▶ **Instructions for the task**: Collect each line of the records containing the string "labels".

▶ **Input records**:
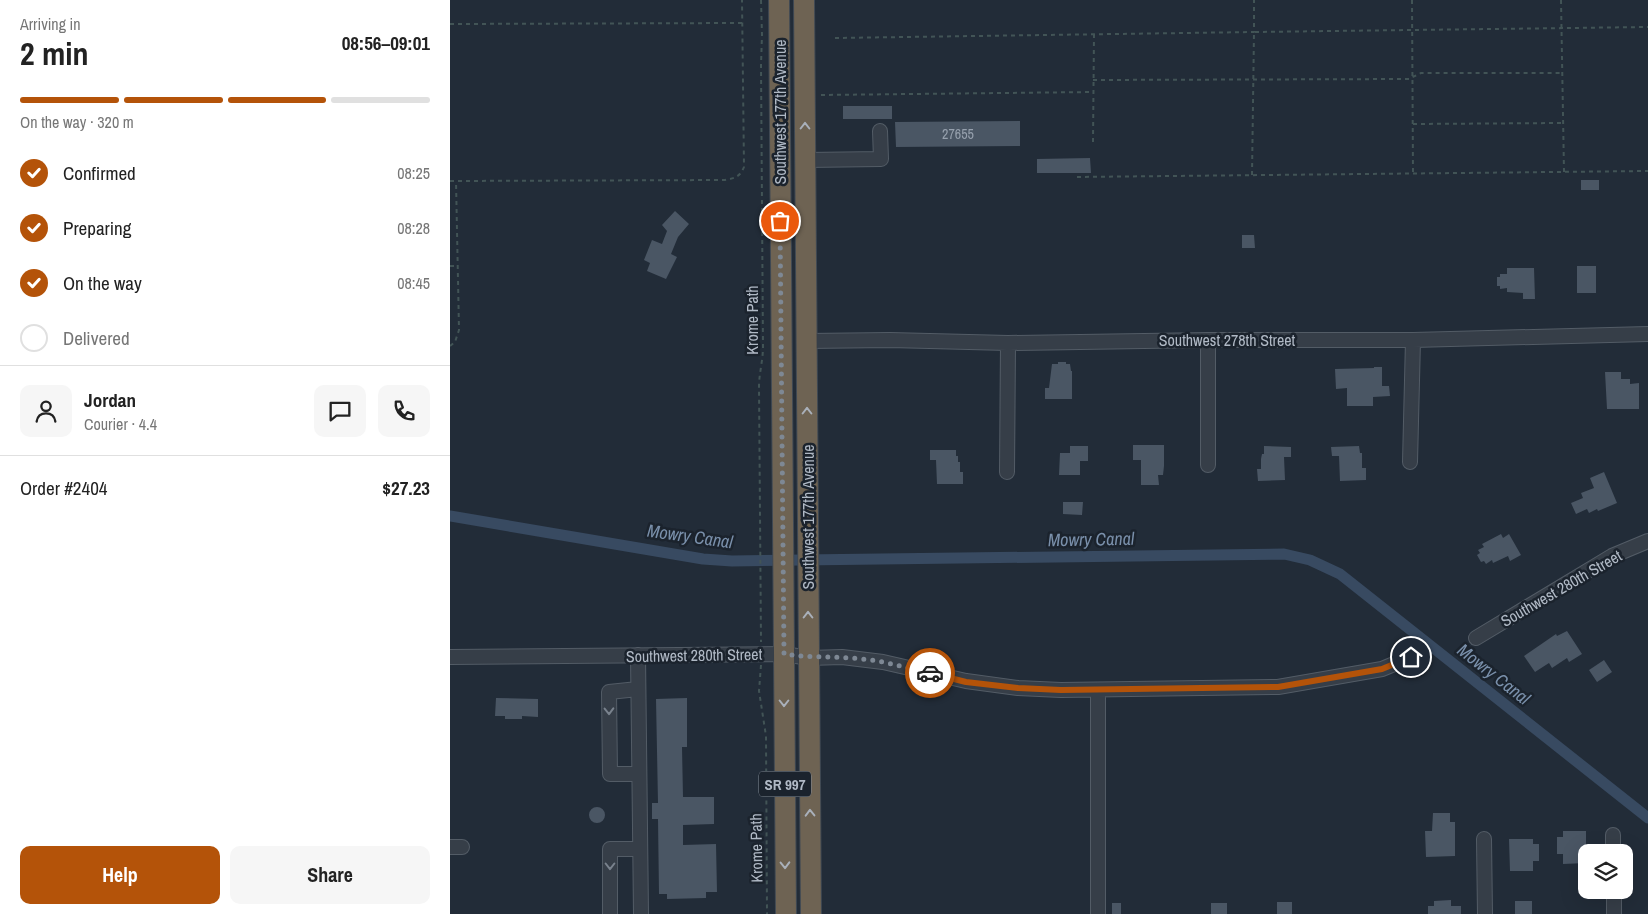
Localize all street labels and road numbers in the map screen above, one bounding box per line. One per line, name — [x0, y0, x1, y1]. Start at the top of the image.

---

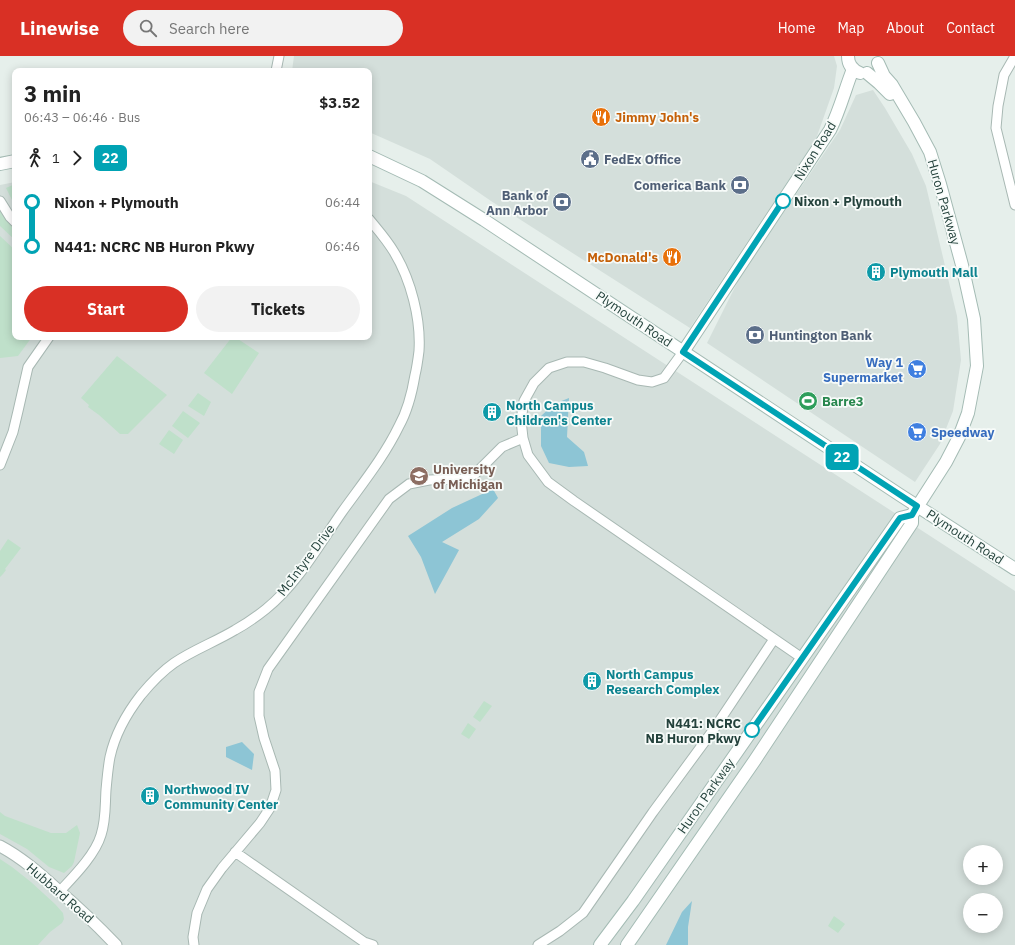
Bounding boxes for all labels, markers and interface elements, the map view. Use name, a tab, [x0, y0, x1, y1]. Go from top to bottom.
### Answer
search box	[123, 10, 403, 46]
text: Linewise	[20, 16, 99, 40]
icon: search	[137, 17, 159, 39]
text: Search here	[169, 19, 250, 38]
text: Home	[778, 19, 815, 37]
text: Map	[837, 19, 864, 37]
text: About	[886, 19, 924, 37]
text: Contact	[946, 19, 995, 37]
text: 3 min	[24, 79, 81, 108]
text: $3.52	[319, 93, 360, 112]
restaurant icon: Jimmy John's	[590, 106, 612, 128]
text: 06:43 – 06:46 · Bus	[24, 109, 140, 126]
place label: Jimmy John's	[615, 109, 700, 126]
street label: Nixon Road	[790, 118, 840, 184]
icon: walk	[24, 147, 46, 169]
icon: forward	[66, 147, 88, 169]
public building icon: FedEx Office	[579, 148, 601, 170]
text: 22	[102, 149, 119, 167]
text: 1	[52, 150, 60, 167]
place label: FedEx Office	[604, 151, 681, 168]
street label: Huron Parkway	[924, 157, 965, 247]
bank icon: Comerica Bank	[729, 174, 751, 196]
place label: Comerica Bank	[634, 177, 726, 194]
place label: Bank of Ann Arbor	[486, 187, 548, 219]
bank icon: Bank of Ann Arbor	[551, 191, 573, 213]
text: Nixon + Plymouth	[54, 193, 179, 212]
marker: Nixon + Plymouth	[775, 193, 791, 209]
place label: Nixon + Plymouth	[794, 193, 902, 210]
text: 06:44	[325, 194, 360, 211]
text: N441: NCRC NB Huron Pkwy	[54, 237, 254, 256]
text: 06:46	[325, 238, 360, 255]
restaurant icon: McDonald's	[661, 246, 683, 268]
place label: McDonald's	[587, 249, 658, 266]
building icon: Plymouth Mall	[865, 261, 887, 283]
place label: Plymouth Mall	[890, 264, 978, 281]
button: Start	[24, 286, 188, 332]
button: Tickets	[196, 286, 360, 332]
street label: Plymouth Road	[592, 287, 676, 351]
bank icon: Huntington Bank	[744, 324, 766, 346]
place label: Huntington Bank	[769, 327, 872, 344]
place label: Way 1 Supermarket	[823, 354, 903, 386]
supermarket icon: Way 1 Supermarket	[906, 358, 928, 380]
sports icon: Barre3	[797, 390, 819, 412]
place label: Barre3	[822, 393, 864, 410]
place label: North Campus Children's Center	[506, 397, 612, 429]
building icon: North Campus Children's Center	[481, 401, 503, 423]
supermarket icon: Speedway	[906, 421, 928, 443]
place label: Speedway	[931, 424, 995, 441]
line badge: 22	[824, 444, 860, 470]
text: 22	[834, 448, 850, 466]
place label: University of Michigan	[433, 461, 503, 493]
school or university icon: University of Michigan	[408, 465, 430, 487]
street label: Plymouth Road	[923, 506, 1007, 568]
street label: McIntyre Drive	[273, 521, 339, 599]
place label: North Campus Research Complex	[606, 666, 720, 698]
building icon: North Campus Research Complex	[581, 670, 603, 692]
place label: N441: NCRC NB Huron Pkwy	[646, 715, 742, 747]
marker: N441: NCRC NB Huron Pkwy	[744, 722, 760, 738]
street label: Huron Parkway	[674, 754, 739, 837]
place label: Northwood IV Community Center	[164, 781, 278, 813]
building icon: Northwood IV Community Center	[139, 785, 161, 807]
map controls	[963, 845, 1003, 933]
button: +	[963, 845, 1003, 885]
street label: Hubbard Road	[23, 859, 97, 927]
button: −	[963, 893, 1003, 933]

▶ **Result of the task**:
Localize all street labels and road numbers in the map screen above, one bounding box per line. One per line, name — [x0, y0, x1, y1]. Start at the top of the image.
Bounding boxes for all labels, markers and interface elements, the map view. Use name, a tab, [x0, y0, x1, y1]. Go from top to bottom.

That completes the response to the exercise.